Invade Laravel Package

Getting Started

Install with composer require spatie/invade. The package exposes a single global function invade() that bypasses PHP’s visibility modifiers—enabling read/write access to private properties and invocation of private methods on objects or classes.

First use case: Write a unit test for legacy code where internal state isn’t exposed publicly. Use invade($service)->currentState to assert the internal state without modifying the class.

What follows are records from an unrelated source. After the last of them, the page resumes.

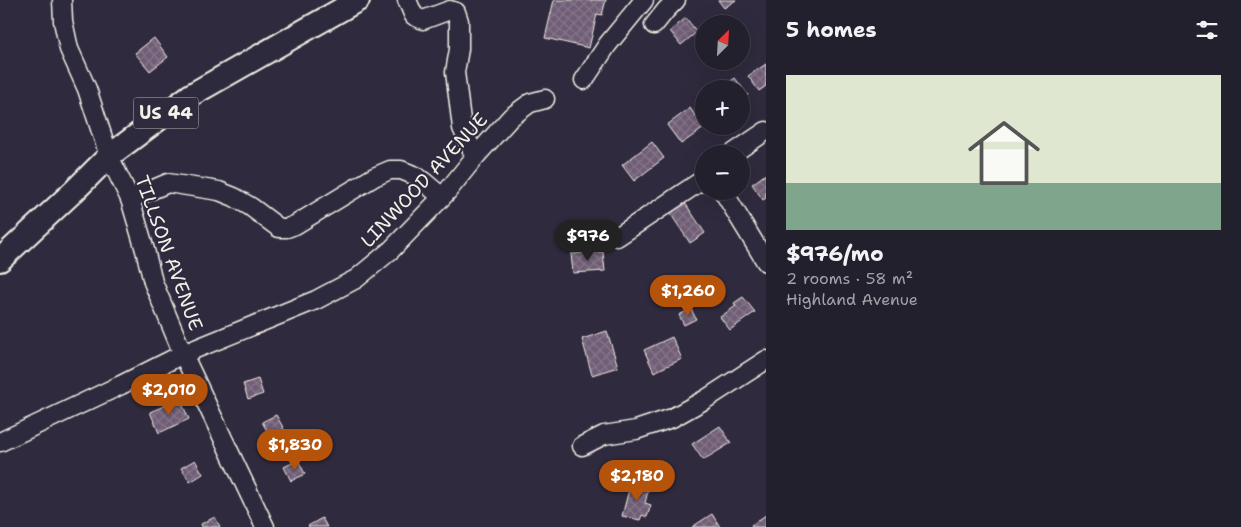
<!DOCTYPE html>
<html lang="en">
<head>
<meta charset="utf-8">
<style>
  :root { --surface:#23202e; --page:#2f2d3a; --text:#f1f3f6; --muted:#a3a3aa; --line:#403e4a; --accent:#b45309 }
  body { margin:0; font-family:"Shantell Sans",sans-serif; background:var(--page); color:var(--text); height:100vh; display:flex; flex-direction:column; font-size:19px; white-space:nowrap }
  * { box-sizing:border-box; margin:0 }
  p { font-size:16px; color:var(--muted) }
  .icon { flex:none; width:28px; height:28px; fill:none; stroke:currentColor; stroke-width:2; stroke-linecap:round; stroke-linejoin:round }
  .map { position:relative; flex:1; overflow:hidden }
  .details { display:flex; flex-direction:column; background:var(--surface); width:475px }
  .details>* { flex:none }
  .needle { width:32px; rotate:24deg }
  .controls { position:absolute; left:695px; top:15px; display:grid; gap:10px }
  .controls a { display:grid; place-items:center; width:55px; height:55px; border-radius:50%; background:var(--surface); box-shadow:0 5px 20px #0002,0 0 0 1px var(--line); font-size:25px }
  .price { position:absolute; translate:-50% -42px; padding:0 11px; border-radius:18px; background:var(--accent); color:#fff; font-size:16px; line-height:32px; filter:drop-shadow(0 1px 2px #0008) }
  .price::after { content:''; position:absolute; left:50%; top:30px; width:15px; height:11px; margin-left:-8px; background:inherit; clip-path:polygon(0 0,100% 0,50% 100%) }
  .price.on { background:#222; color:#fff }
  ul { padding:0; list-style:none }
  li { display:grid; align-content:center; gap:10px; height:265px; padding:0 20px }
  li span { display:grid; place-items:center; height:155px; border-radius:0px; color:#555 }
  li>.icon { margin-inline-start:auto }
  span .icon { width:90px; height:90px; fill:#fffc; stroke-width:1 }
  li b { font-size:21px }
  h2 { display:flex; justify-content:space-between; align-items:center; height:60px; padding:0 20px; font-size:21px }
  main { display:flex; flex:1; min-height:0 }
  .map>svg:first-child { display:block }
  .building { fill:url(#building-cross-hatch); stroke:#f4f1e8 }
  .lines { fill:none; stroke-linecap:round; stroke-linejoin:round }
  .minor-casing { stroke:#f4f1e8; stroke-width:21 }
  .major-casing { stroke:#f4f1e8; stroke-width:26 }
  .minor { stroke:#2f2a3d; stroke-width:18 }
  .major { stroke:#2f2a3d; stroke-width:22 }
  .labels { text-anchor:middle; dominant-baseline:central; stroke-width:4; stroke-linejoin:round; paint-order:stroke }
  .shield { fill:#2f2a3d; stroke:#b9b5b5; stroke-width:1 }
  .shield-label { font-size:18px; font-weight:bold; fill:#f4f1e8 }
  .street-label { font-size:19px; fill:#f4f1e8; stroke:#2f2a3d }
</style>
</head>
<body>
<main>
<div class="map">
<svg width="766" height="527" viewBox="0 0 766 527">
  <defs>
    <pattern id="building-cross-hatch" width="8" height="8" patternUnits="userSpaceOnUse" patternTransform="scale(1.25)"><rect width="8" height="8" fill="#705d76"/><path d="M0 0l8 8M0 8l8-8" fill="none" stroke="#85758a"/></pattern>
  </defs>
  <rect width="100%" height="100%" fill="#2f2a3d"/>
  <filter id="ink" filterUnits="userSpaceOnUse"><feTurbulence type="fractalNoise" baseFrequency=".02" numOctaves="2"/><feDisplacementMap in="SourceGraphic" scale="10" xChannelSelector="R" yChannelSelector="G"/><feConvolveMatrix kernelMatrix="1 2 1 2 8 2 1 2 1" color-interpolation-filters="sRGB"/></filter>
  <g filter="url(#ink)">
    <g class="building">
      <path d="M554,0H606L602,15L597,14L589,48L545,38Z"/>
      <path d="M718,0H736L724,8Z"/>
      <path d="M686,18L697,32L681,45L670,31Z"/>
      <path d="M154,38L168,57L150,71L135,53Z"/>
      <path d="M766,64V86L759,91L748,76Z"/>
      <path d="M735,78L748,95L741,100V89H720Z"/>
      <path d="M690,108L704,128L681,144L667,125Z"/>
      <path d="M652,142L664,158L634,181L622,165Z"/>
      <path d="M766,174V198L763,200L752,184Z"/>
      <path d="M685,203L705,233L690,243L670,213Z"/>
      <path d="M603,252L605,271L573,273L571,254Z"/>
      <path d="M743,297L755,312L730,330L720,317L736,306L734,303Z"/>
      <path d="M691,309L696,319L684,325L679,315Z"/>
      <path d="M607,331L618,367L592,375L582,339Z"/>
      <path d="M672,337L682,359L654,372L644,350Z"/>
      <path d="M258,379L263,394L248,399L243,384Z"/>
      <path d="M180,399L189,419L159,433L150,412Z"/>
      <path d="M276,415L284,429L270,436L262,422Z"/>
      <path d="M720,426L731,443L703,460L692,444Z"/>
      <path d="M195,460L203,474L190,482L181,468Z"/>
      <path d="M298,460L305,474L291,481L284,467Z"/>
      <path d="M631,482L649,487L645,503L651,505L647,517L642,515L640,520L622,516Z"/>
      <path d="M712,514L720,527H692Z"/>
      <path d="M766,515V527H752L751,525Z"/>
      <path d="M215,517L220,527H202L201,524Z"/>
      <path d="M322,518L327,527H309L308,526Z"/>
    </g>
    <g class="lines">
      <defs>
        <g id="minor">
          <path d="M62,0L63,21L69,49L87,89L109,156L130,199L145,250L153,282L183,354L265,527"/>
          <path d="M407,0L414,16L423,20L450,10L456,12L459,21V49L455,72L462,128L475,157"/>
          <path d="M654,25L666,10L676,0"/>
          <path d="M584,80L608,44L644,0"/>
          <path d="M732,154L766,131"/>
          <path d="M723,191L766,262"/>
          <path d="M130,199L168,183L219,191L234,197L251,207L279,228H287L295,225L374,177L390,170H401L416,176L423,181L442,197"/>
          <path d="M617,237L704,179"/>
          <path d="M0,442L121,385L183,354L316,300L356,279L391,250L446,193L475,157L511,117L530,103L545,99"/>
          <path d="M582,446L604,435L636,430L672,418L706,399L766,360"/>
        </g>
        <path id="major" d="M0,260L75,190L109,156L191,95L358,0"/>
      </defs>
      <use href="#minor" class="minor-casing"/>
      <use href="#major" class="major-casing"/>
      <use href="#minor" class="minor"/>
      <use href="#major" class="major"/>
    </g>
  </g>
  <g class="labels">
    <rect class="shield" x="133.5" y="97.5" width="65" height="31" rx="4"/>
    <g class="shield-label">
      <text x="166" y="113">US 44</text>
    </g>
    <g class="street-label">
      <text transform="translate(424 180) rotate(-47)">LINWOOD AVENUE</text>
      <text transform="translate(169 253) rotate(70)">TILLSON AVENUE</text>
    </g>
  </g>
</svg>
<div class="controls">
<a><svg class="needle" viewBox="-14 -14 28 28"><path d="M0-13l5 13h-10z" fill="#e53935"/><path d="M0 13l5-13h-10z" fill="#a3a3aa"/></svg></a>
<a>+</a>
<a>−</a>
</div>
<b class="price on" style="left:588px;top:262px">$976</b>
<b class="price" style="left:688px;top:317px">$1,260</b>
<b class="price" style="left:169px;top:416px">$2,010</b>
<b class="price" style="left:295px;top:471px">$1,830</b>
<b class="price" style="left:637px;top:502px">$2,180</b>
</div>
<section class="details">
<h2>5 homes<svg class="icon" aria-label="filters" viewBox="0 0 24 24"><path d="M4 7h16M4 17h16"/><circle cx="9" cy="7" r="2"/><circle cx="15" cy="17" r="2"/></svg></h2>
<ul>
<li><span style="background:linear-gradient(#dfe7d0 70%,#7fa58c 0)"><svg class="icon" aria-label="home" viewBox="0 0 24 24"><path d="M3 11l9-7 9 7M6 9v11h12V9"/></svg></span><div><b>$976/mo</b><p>2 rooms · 58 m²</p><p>Highland Avenue</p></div></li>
</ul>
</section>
</main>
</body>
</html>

use function Spatie\Invade\invade;

// Object instance: read/write properties
$object = new MyClass();
$state = invade($object)->privateProperty;
invade($object)->privateProperty = 'new value';

// Static context: use `get()`, `set()`, and `method()`
$staticValue = invade(MyClass::class)->get('staticProp');
invade(MyClass::class)
    ->method('privateStaticMethod')
    ->call('arg1', 123);

Start by checking tests/ for patterns—most usage lives in testing, debugging, or integration workarounds.

Implementation Patterns

• Testing internal state: In unit/integration tests, verify private properties that drive behavior without over-coupling tests to public methods. Ideal for complex stateful services (e.g., workflow engines, calculators).

  $sut = new ComplexService();
  invade($sut)->validationErrors = ['error' => 'test'];
  $this->assertTrue(invade($sut)->hasErrors());
  

• Debugging production issues: Temporarily inspect private state in non-critical paths (e.g., logs, dev tools). Never leave invade in production business logic.
• Integrating with closed-source or third-party libraries: When libraries lack required public hooks (e.g., mocking incomplete SDKs), use invade sparingly and encapsulate it behind a test-only helper.
• PHPStan/IDE integration: The package ships with a PHPStan extension. Enable it via phpstan.neon:

  includes:
      - vendor/spatie/invade/extension.php
  

  This suppresses false positives when accessing invade()’s returned proxy.

Gotchas and Tips

• Static vs. instance handling: For static properties/methods, pass the class name (invade(MyClass::class)), not an object instance. Static access uses get()/set()/method() APIs—direct property access fails silently on static members.
• No reflection in v2+: Post-2.0, invade() uses ReflectionProperty::setValue() and Closure::bind() without instantiating Reflection classes manually—more reliable but still incurs overhead. Avoid in hot paths.
• Type hinting pitfalls: PHPStan/IDEs won’t infer types on invade($obj)->privateProp—always cast or document the expected type. Consider:

  /** @var string $value */
  $value = invade($obj)->privateProp;
  

• Encapsulate usage: Wrap invade calls in test helpers (e.g., PrivateAccessor::get($obj, 'prop')) to centralize future refactoring and avoid scattering low-level calls.
• Security caveat: While safe for testing/debugging, invade() does not sanitize inputs. Avoid passing untrusted strings to property/method names (e.g., invade($obj)->{$_GET['prop']}).
• Static property getters/setters require exact keys: invade(MyClass::class)->get('prop') only works for existing static properties. Private static methods require method('methodName')—no magic __get/__call support.